Margaret Street runs parallel to and north of Oxford Street in London, and I chose to walk that way to get to a particular shop.
You can see the spire of All Saints Church from hundreds of yards away, and noticeable because it is very Gothic with grey and white horizontal bands, probably of slate.
It was built as a chapel in the 1700s and then rebuilt in Neo-Gothic in the 1850s.
It looks European.
When you reach the church, the entrance is very modest within a little courtyard.
The church is made of brick and in a Neo-Gothic style, and it doesn’t give much away of what it is like inside.
Wow, I said as I got inside.
It is big, and decorated in the style of a Catholic Church and really is quite something.
It turns out that it is Anglo-Catholic, designed under the influence of the Oxford Movement that argued for the reinstatement of some older Christian traditions of faith and their inclusion into Anglican liturgy and theology.

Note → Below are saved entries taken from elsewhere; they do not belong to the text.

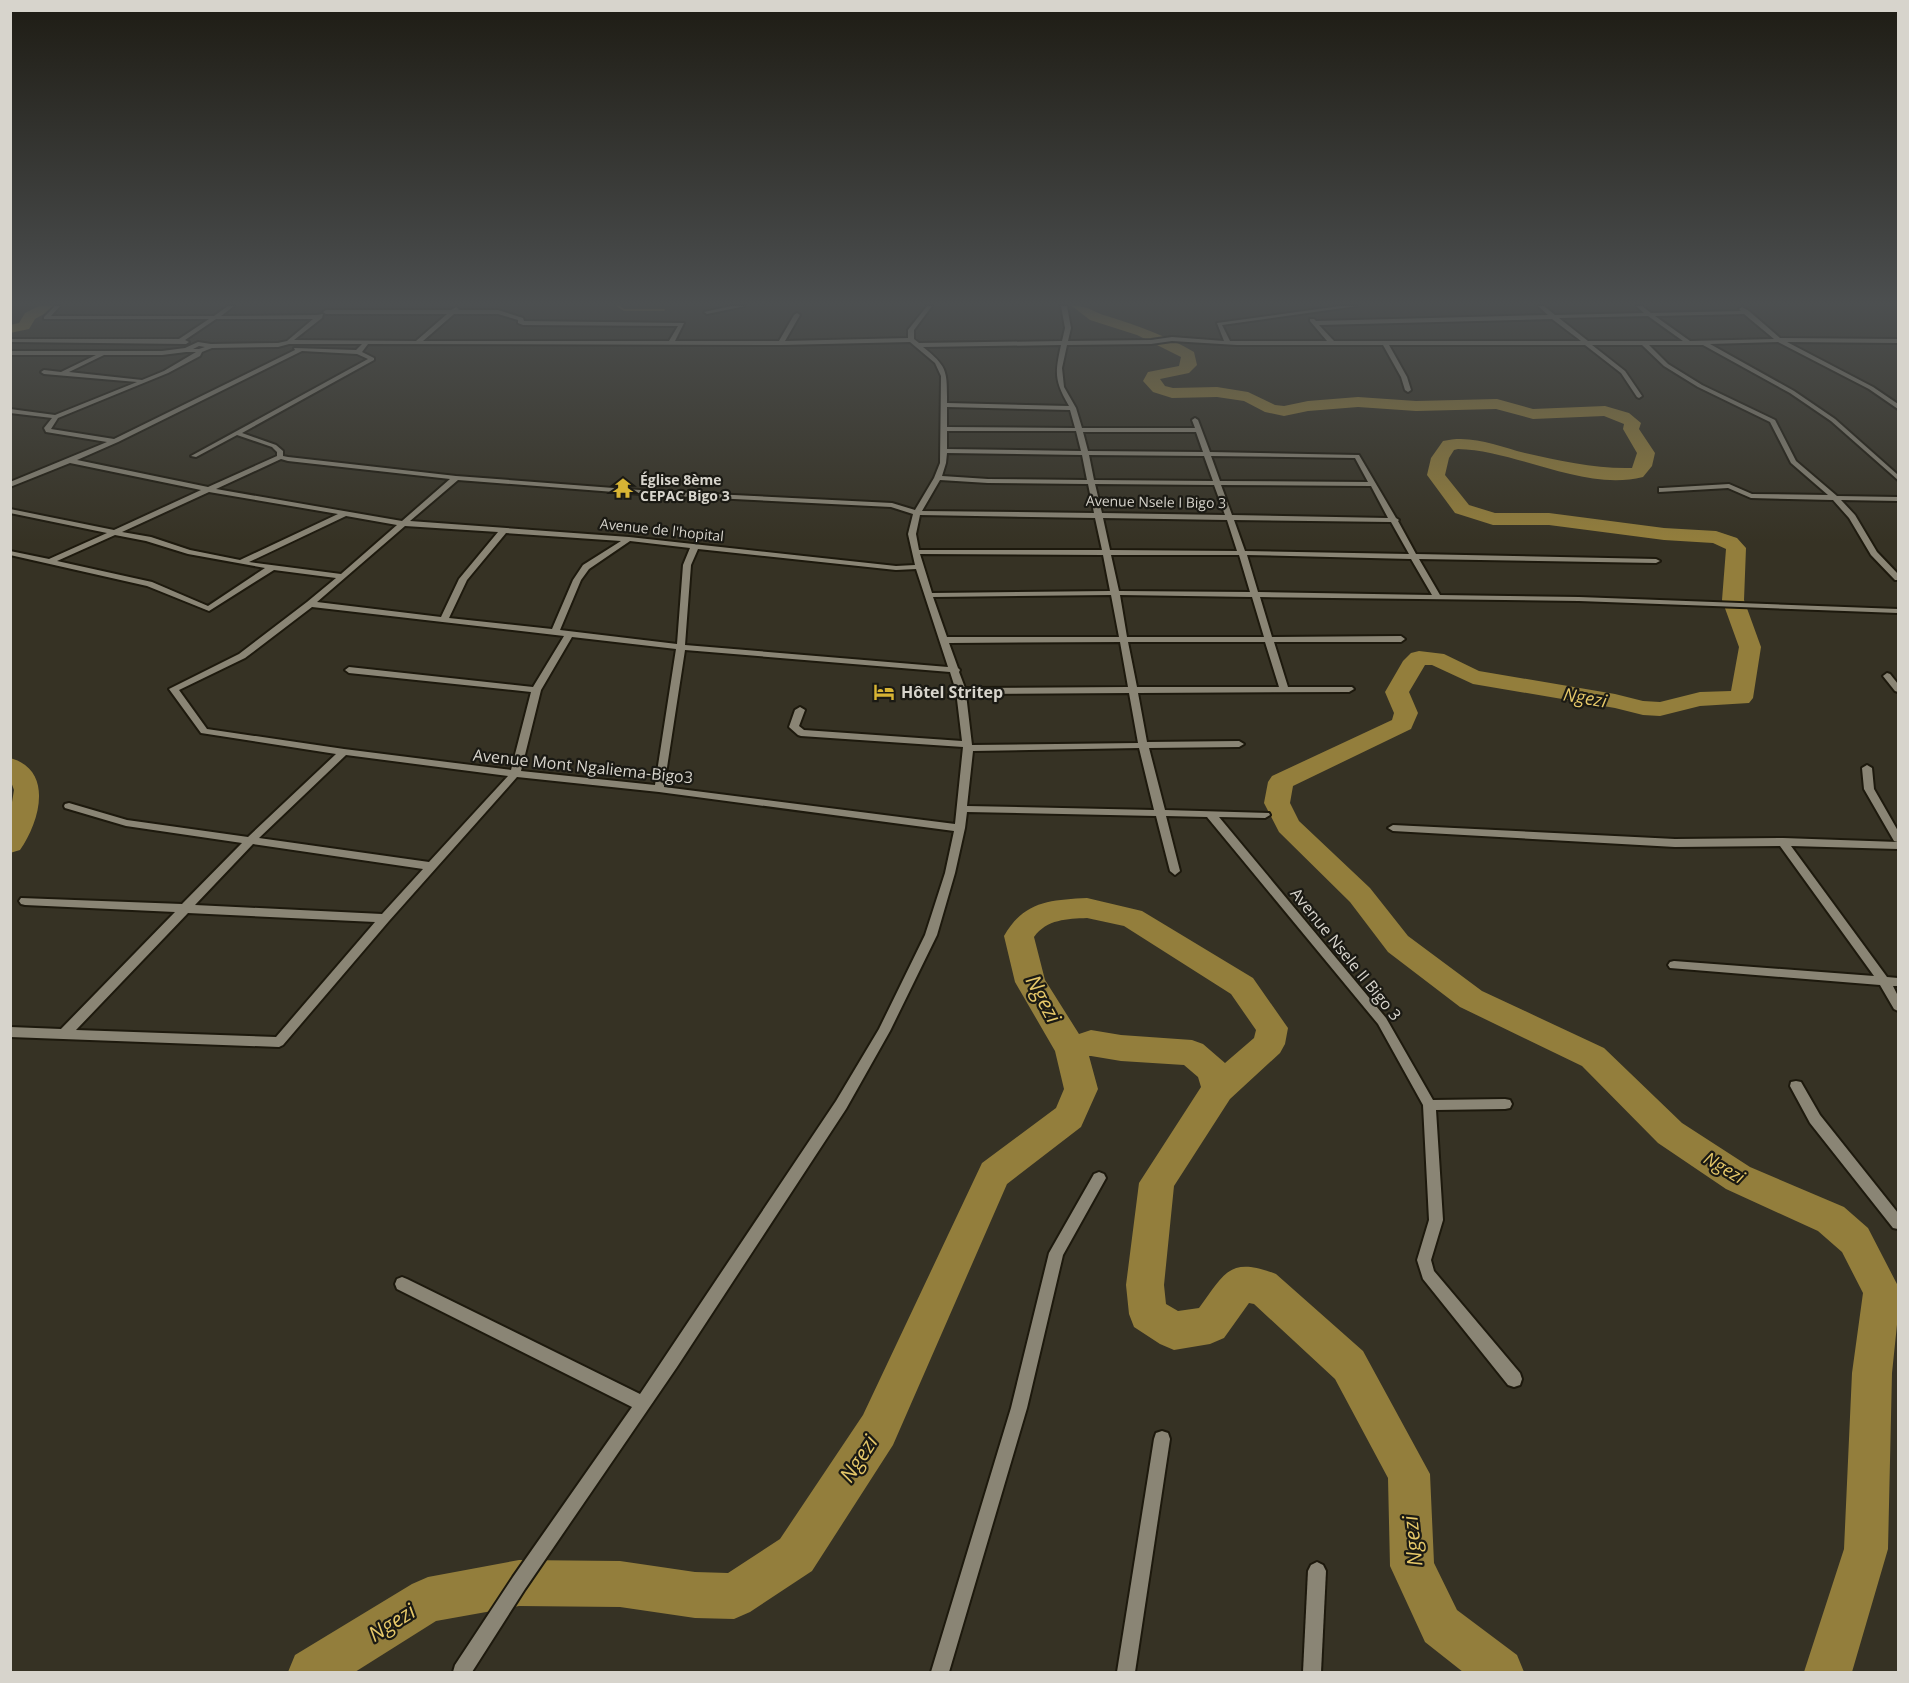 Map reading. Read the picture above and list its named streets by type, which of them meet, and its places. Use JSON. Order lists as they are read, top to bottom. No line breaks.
{"streets":{"street":["Avenue Nsele I Bigo 3","Avenue de l'hopital","Avenue Mont Ngaliema-Bigo3","Avenue Nsele II Bigo 3"]},"water":["Ngezi"],"places":{"temple":["Église 8ème CEPAC Bigo 3"],"hotel":["Hôtel Stritep"]}} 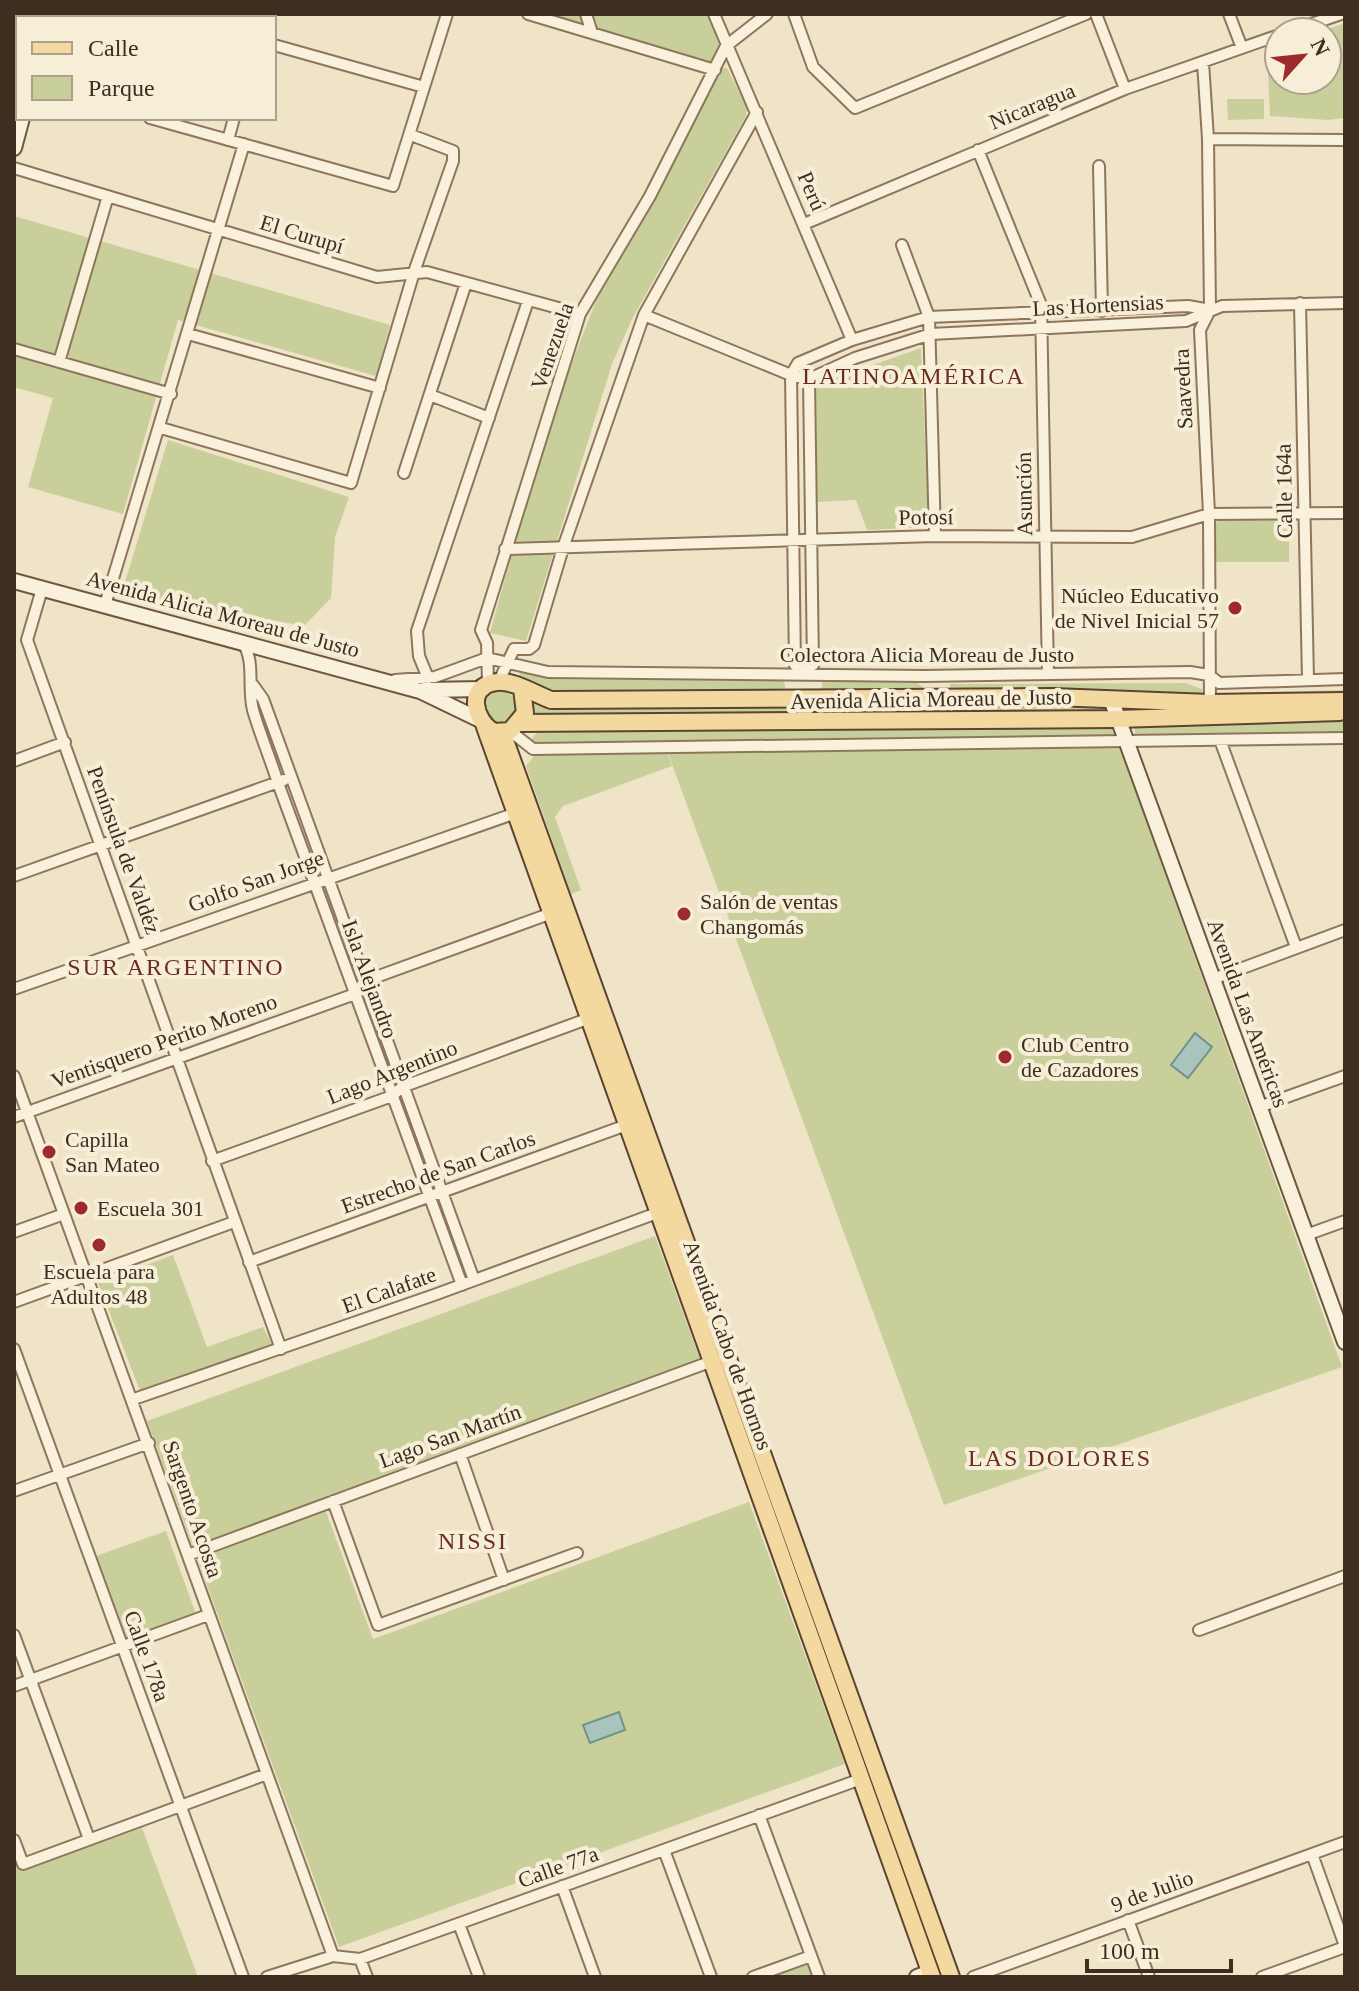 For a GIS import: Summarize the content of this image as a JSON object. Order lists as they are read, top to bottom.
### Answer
{
  "streets": {
    "main road": ["Avenida Alicia Moreau de Justo", "Avenida Las Américas", "Avenida Cabo de Hornos"],
    "street": [
      "Nicaragua",
      "Perú",
      "El Curupí",
      "Las Hortensias",
      "Venezuela",
      "Saavedra",
      "Calle 164a",
      "Asunción",
      "Potosí",
      "Colectora Alicia Moreau de Justo",
      "Península de Valdéz",
      "Golfo San Jorge",
      "Isla Alejandro",
      "Ventisquero Perito Moreno",
      "Lago Argentino",
      "Estrecho de San Carlos",
      "El Calafate",
      "Lago San Martín",
      "Sargento Acosta",
      "Calle 178a",
      "Calle 77a",
      "9 de Julio"
    ]
  },
  "crossings": [
    ["Nicaragua", "Perú"],
    ["Nicaragua", "Saavedra"],
    ["Perú", "Las Hortensias"],
    ["Perú", "Venezuela"],
    ["El Curupí", "Venezuela"],
    ["Las Hortensias", "Saavedra"],
    ["Las Hortensias", "Asunción"],
    ["Venezuela", "Potosí"],
    ["Venezuela", "Avenida Alicia Moreau de Justo"],
    ["Venezuela", "Colectora Alicia Moreau de Justo"],
    ["Venezuela", "Avenida Cabo de Hornos"],
    ["Saavedra", "Potosí"],
    ["Saavedra", "Avenida Alicia Moreau de Justo"],
    ["Saavedra", "Colectora Alicia Moreau de Justo"],
    ["Calle 164a", "Potosí"],
    ["Calle 164a", "Colectora Alicia Moreau de Justo"],
    ["Asunción", "Potosí"],
    ["Asunción", "Colectora Alicia Moreau de Justo"],
    ["Avenida Alicia Moreau de Justo", "Isla Alejandro"],
    ["Avenida Alicia Moreau de Justo", "Avenida Las Américas"],
    ["Avenida Alicia Moreau de Justo", "Avenida Cabo de Hornos"],
    ["Península de Valdéz", "Golfo San Jorge"],
    ["Península de Valdéz", "Ventisquero Perito Moreno"],
    ["Península de Valdéz", "Lago Argentino"],
    ["Península de Valdéz", "Estrecho de San Carlos"],
    ["Península de Valdéz", "El Calafate"],
    ["Golfo San Jorge", "Isla Alejandro"],
    ["Golfo San Jorge", "Avenida Cabo de Hornos"],
    ["Isla Alejandro", "Ventisquero Perito Moreno"],
    ["Isla Alejandro", "Lago Argentino"],
    ["Isla Alejandro", "Estrecho de San Carlos"],
    ["Isla Alejandro", "El Calafate"],
    ["Ventisquero Perito Moreno", "Sargento Acosta"],
    ["Lago Argentino", "Avenida Cabo de Hornos"],
    ["Estrecho de San Carlos", "Avenida Cabo de Hornos"],
    ["El Calafate", "Avenida Cabo de Hornos"],
    ["El Calafate", "Sargento Acosta"],
    ["Avenida Cabo de Hornos", "Lago San Martín"],
    ["Avenida Cabo de Hornos", "Calle 77a"],
    ["Lago San Martín", "Sargento Acosta"],
    ["Sargento Acosta", "Calle 77a"]
  ],
  "districts": [
    "LATINOAMÉRICA",
    "SUR ARGENTINO",
    "LAS DOLORES",
    "NISSI"
  ],
  "places": [
    "Núcleo Educativo de Nivel Inicial 57",
    "Salón de ventas Changomás",
    "Club Centro de Cazadores",
    "Capilla San Mateo",
    "Escuela 301",
    "Escuela para Adultos 48"
  ],
  "legend": ["Calle", "Parque"],
  "scale_bar": "100 m",
  "north": "top right"
}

I like to visit churches like this because you can go in them – unlike a lot of other building of great architecture in London.
Religion is funny, and even today Catholicism carries a faint distaste in the eyes of some, even though it is 500 years since Henry VIII broke with the Catholic Church.
Of course, the kings and queens of England went back and forth on religious choice over the next hundred years or so.
Mary I of England, daughter of Henry VIII and his successor, only reigned for five years but she managed to have around 300 Protestants burned at the stake for refusing to convert to Catholicism.
Still, maybe she picked up bad habits from her dad, who had somewhere between fifty thousand and seventy thousand people executed for treason, including close advisors and wives, during his reign.
Perhaps it is the deaths that mean that although it was a long time ago the feeling lingers on.